While an early-career resume would typically emphasize education and list duties and training at previous positions, applicants with seven to 10 years of experience or more should make their accomplishments the star of their resume. “If you can draw a straight line from what you have accomplished to exactly how you did it, it tells prospective employers what you can bring to the table," Swan said. 

A resume should describe how the applicant’s accomplishments contributed to the employer’s bottom line. “When companies see that on a resume, they are going to say, “If we spend X amount on this person, we are going to get that back three-fold or whatever,” Swan said.

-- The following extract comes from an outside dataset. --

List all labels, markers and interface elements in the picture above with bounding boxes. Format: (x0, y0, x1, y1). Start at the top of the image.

And avoid using the word implement. Swan explained it is a blanket term that should be replaced with more specific verbs such as brainstorming, delegating, budgeting and communicating.

Read the Fine Print

Swan pointed out that companies and hiring managers are very specific in the skills they are looking for. “You should be motivated as a job seeker to make sure your resume addresses the needs of the role for which you are applying,” he said. Hiring managers are inundated with so many pieces of information that if a resume does not list the skills they are looking for, they are unlikely to talk to that person.

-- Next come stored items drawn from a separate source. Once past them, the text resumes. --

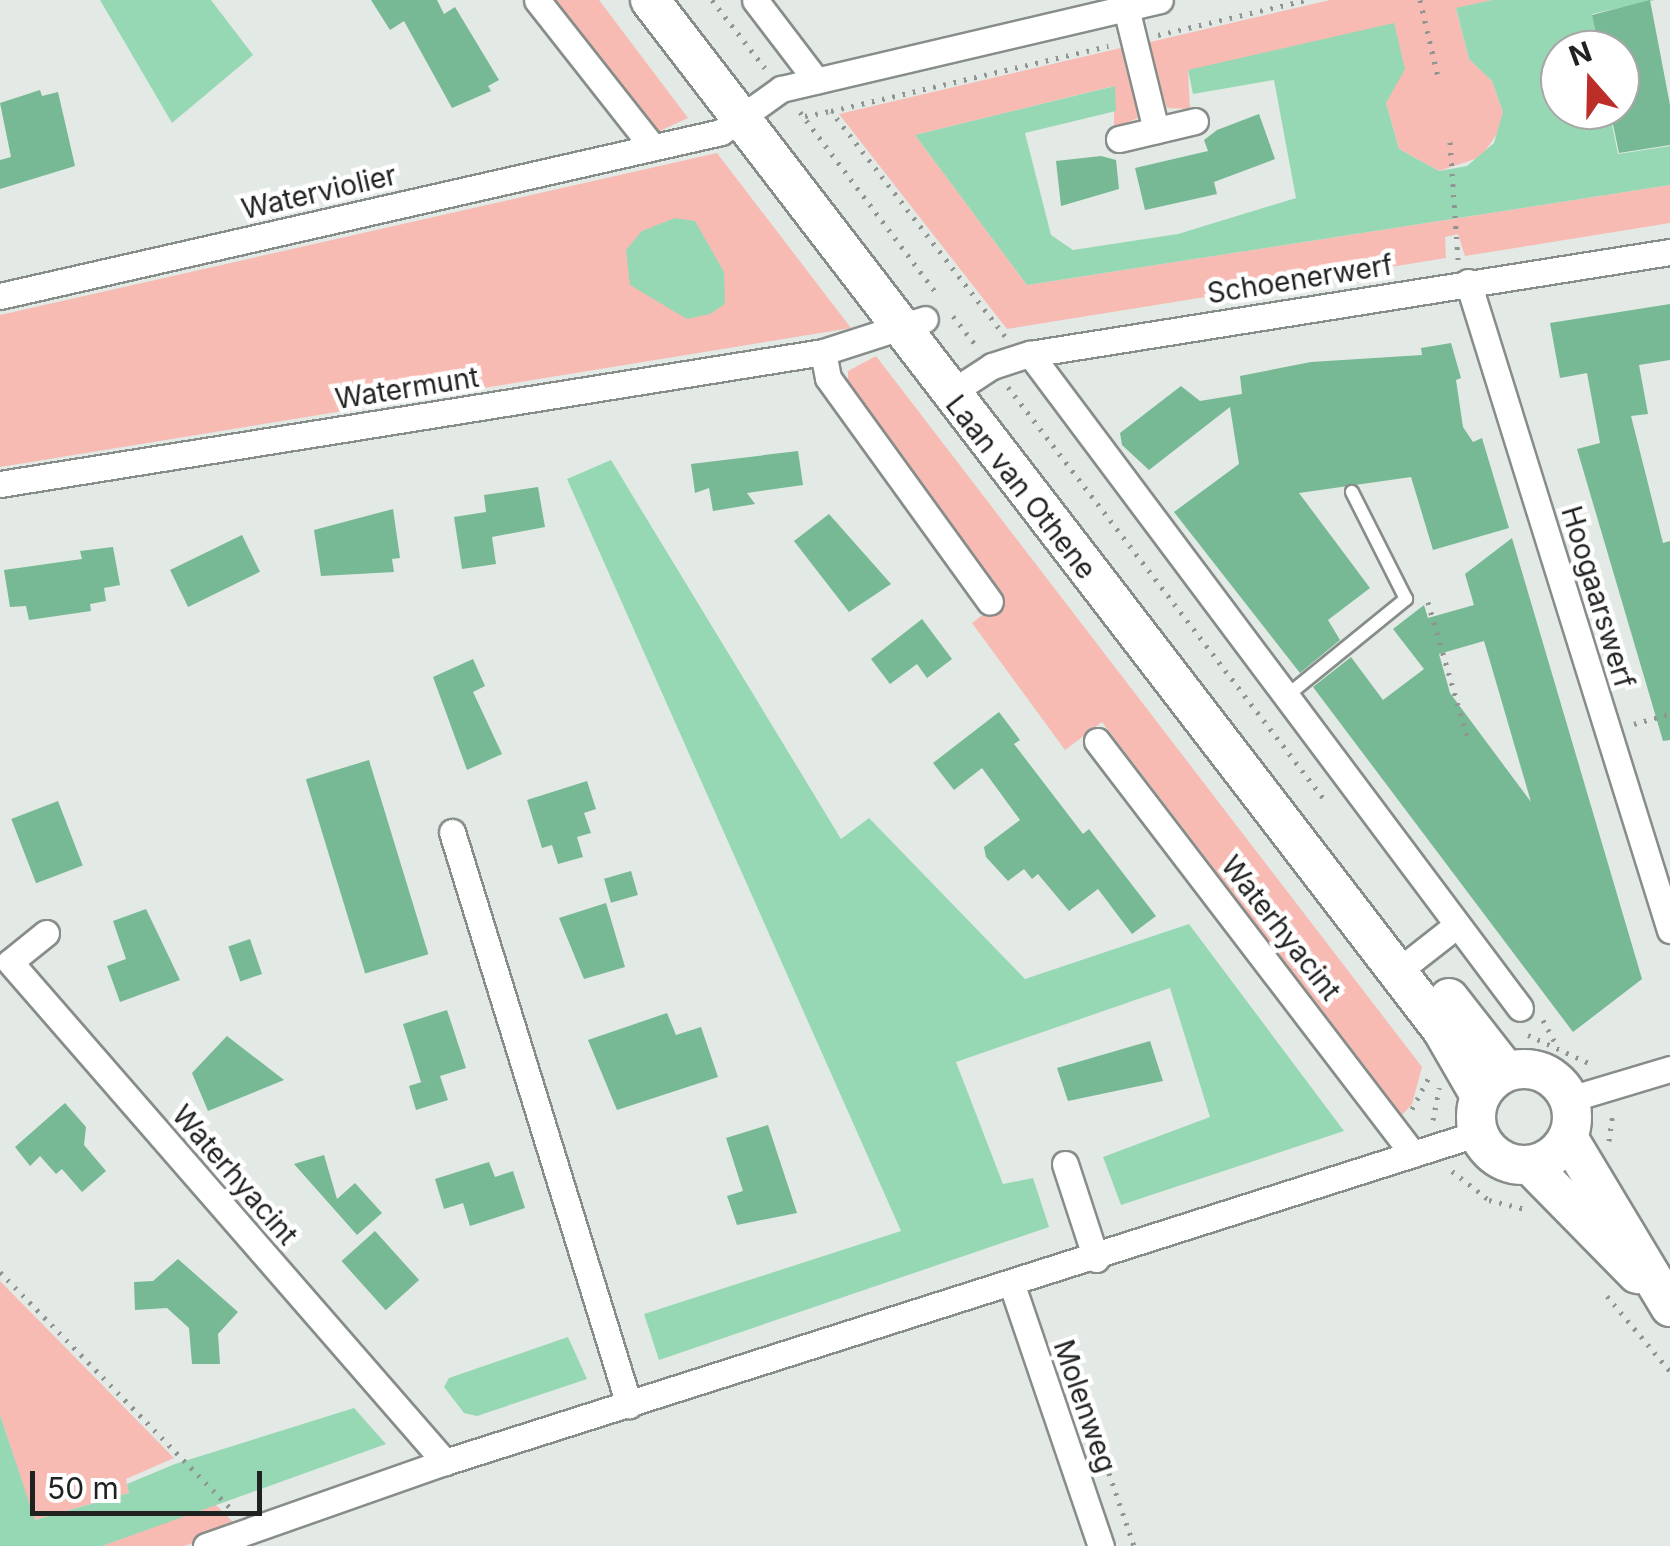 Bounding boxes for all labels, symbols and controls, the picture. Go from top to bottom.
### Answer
north arrow [1540,30,1640,130]
text: N [1565,34,1596,73]
street label: Waterviolier [238,158,400,226]
street label: Schoenerwerf [1205,248,1395,310]
street label: Watermunt [333,360,481,416]
street label: Laan van Othene [939,388,1103,586]
street label: Hoogaarswerf [1554,502,1642,692]
street label: Waterhyacint [1214,849,1348,1007]
street label: Waterhyacint [165,1098,305,1252]
street label: Molenweg [1047,1335,1123,1477]
scale bar [35,1451,268,1513]
text: 50 m [47,1470,119,1506]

Sometimes the bottom of a job description will have bullet points of professional attributes, or soft skills, such as “must work well with others” or “must work well in a fast-paced environment.” Applicants tend to overlook these soft skills when writing their resumes, said Teresa Wright, a managing partner of NuHyr Solutions, a clinical and technology staffing firm.

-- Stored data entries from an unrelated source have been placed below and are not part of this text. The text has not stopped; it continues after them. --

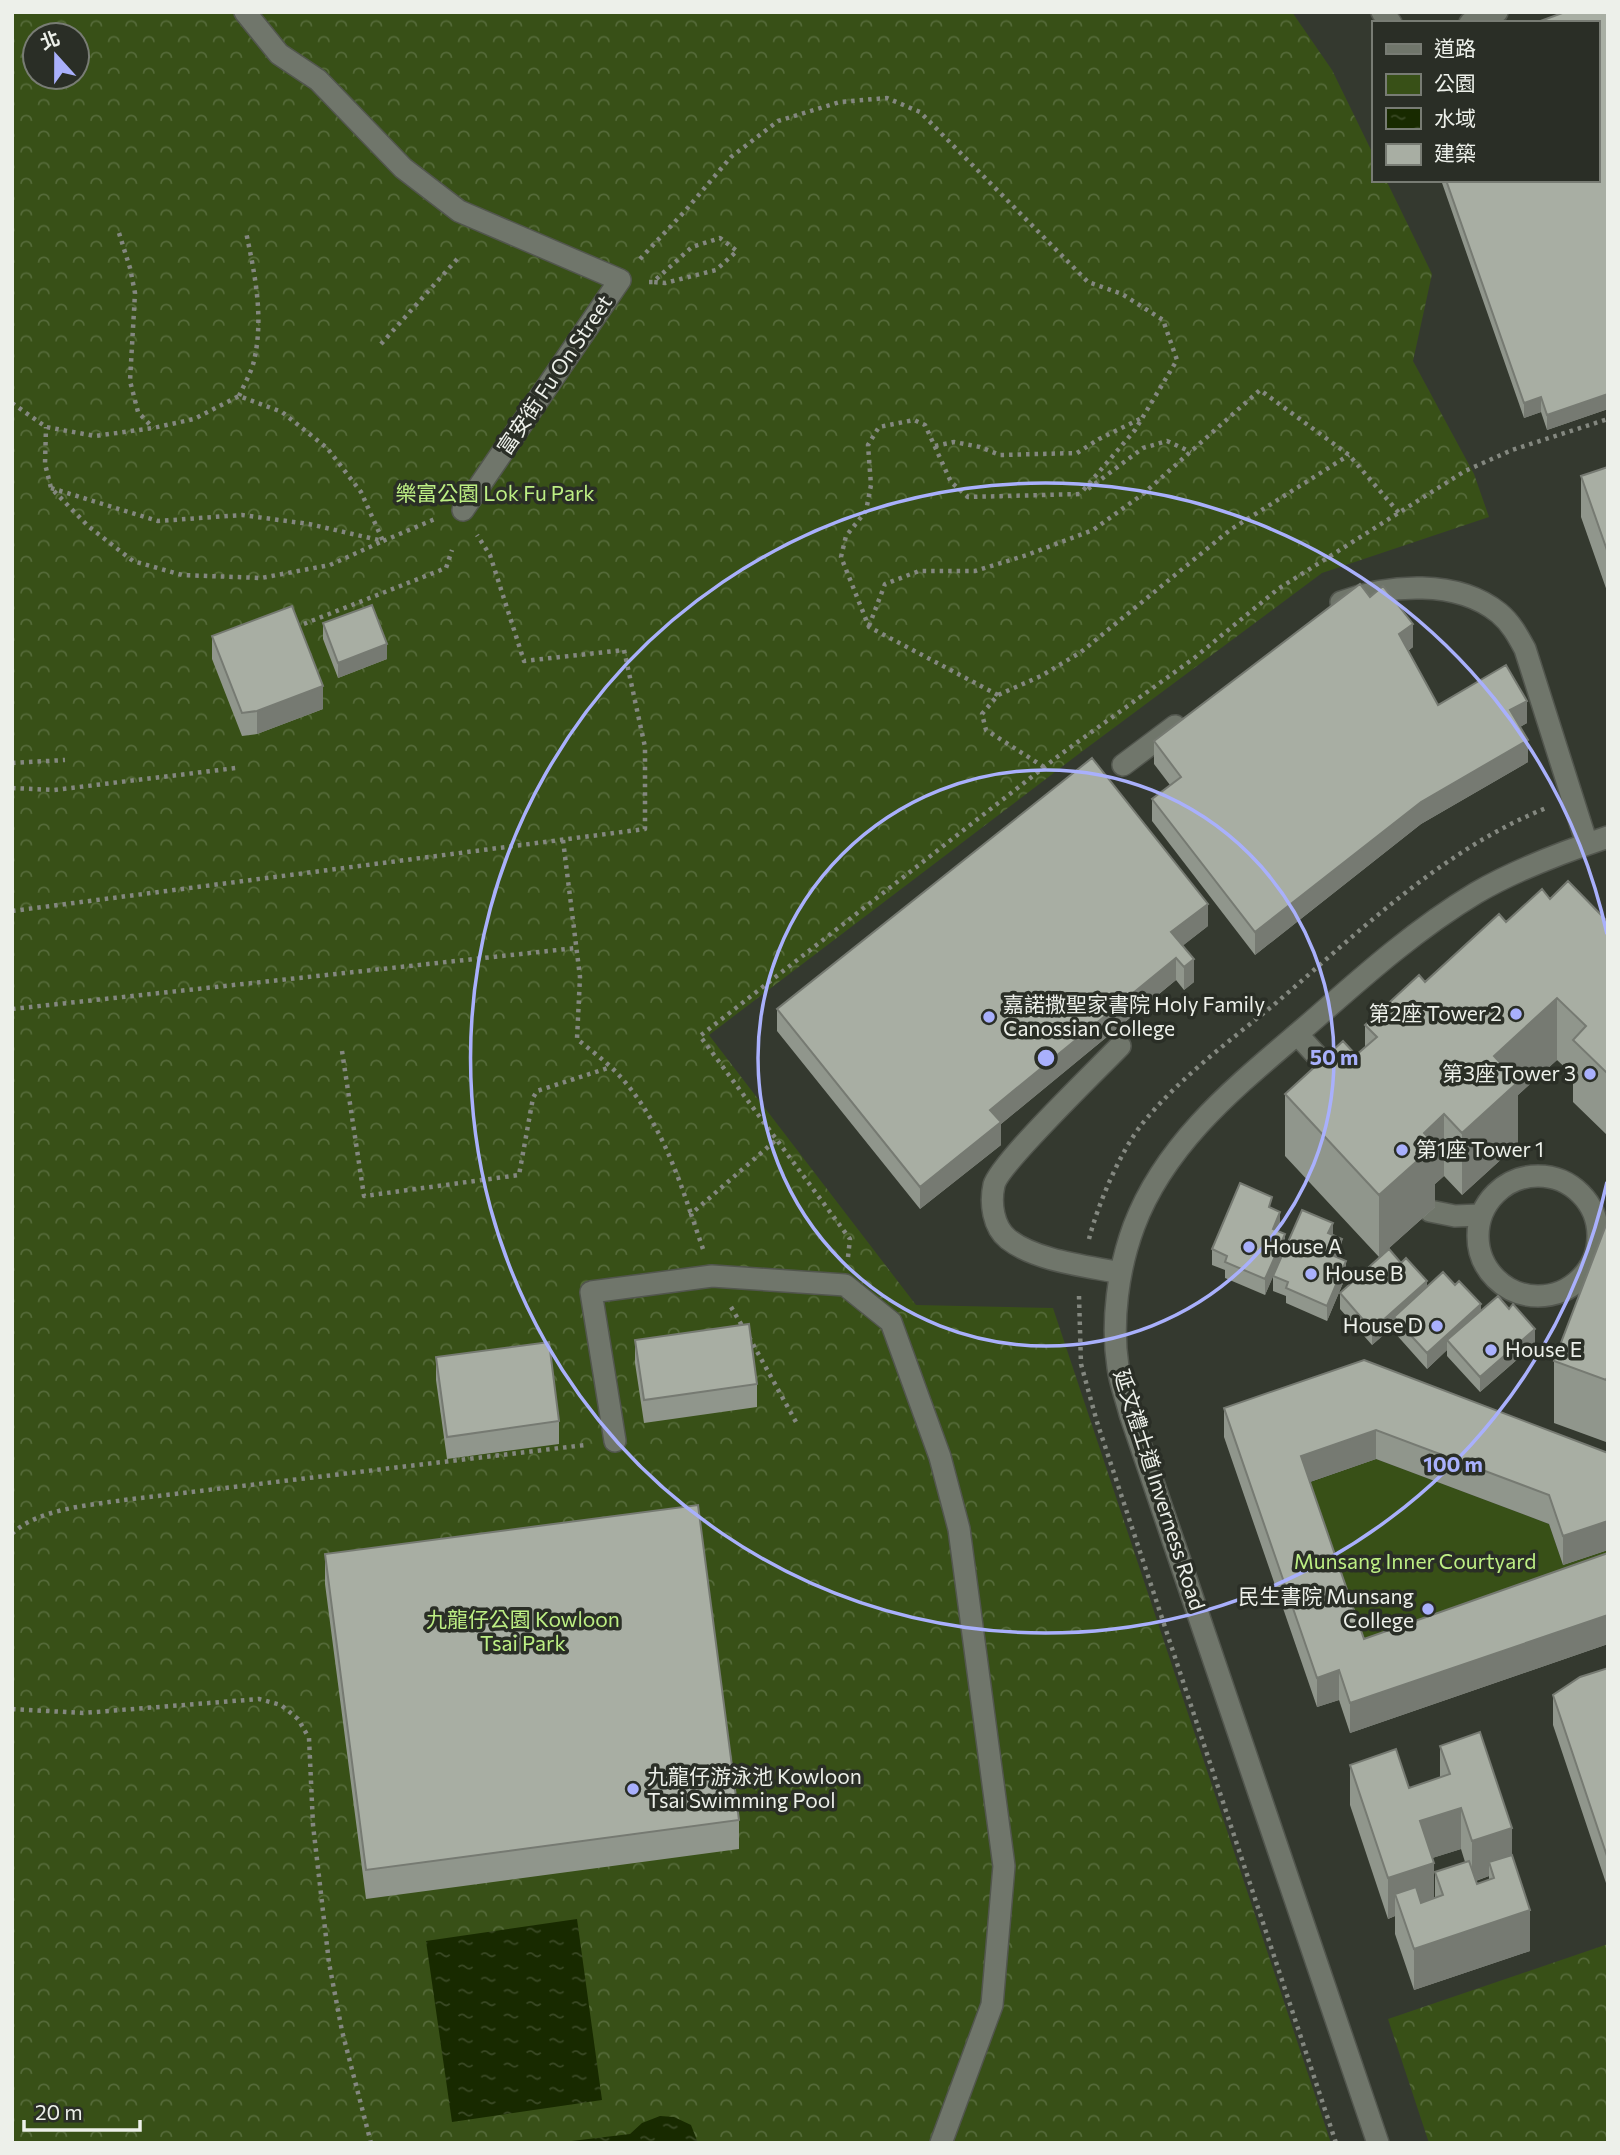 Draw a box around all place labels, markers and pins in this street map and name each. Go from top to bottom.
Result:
place label: 嘉諾撒聖家書院 Holy Family Canossian College [1003,991,1265,1040]
place label: 第2座 Tower 2 [1369,1000,1502,1025]
marker: 第2座 Tower 2 [1508,1006,1524,1022]
marker: 嘉諾撒聖家書院 Holy Family Canossian College [981,1009,997,1025]
centre of rings [1034,1046,1058,1070]
place label: 第3座 Tower 3 [1442,1060,1576,1085]
marker: 第3座 Tower 3 [1582,1066,1598,1082]
place label: 第1座 Tower 1 [1416,1136,1544,1161]
marker: 第1座 Tower 1 [1394,1142,1410,1158]
place label: House A [1263,1233,1342,1258]
marker: House A [1241,1239,1257,1255]
place label: House B [1325,1260,1403,1285]
marker: House B [1303,1266,1319,1282]
place label: House D [1343,1312,1423,1337]
marker: House D [1429,1318,1445,1334]
place label: House E [1505,1336,1582,1361]
marker: House E [1483,1342,1499,1358]
place label: 民生書院 Munsang College [1238,1583,1414,1632]
marker: 民生書院 Munsang College [1420,1601,1436,1617]
place label: 九龍仔游泳池 Kowloon Tsai Swimming Pool [647,1763,862,1812]
marker: 九龍仔游泳池 Kowloon Tsai Swimming Pool [625,1781,641,1797]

If managers think hiring someone who works well with others is important because they have hired people in the past who did not fit into the team, they now include that in the job description. So the resume should include evidence of these soft skills.

As Wright explained to BioSpace, “We don’t have the chance to pick up the phone and speak to someone these days. So your resume should reflect both who you are professionally and tell the reader a little bit about who you are personally.”

Wright said she sends clients a list of 50 or 60 attributes, and they send her a list of the 10 to 15 they think best describe them. “I like to see what they think of themselves, what they think is important and what soft skills they think match the position they are seeking,” she said.

The more high-level an applicant is, the more Wright tends to emphasize these important soft skills on the top of a resume. That way, the manager gets a quick overview of what the applicant is all about and what their background is as soon as they start reading.

“I want the manager to fall in love in the first part of the resume, and then continue to scroll once they have decided this candidate is worth talking to or learning more about,” Wright said.

Customize Your Resume

Candidates need more than one resume, Swan said. For example, for some types of positions, they may need one that is more focused on, or at least highlights, their technical skills and knowledge. The smaller the company they are targeting, the more the company will want candidates to understand the technology, because unlike larger companies, smaller ones tend to want employees to wear a lot of different hats.

That same person should have a more business-oriented resume for use at larger companies, where they wouldn’t be as involved in the technical side of the work.

In addition to this broad customization, people should tweak their resume for each role, highlighting the skills and experience the manager is looking for. Keep in mind that you have a very short time to grab a hiring manager’s attention; if they read a resume for a minute, that is significant. “The more you are telling a good story, and the further they read down the page, the better off you are,” Swan said.

Swan also recommended candidates make sure their education and professional experience are consistent on their resume and LinkedIn profiles, even if that means hiring a professional to do it. “I think that is money well spent. There is nothing worse than when a hiring manager looks at your LinkedIn profile and your resume and they don’t match.” A resume has to be consistent across all platforms.

Candidates need to have the words and verbiage on their resume that match the roles they are looking for. “You are doing yourself an injustice if you do not do that,” Wright said.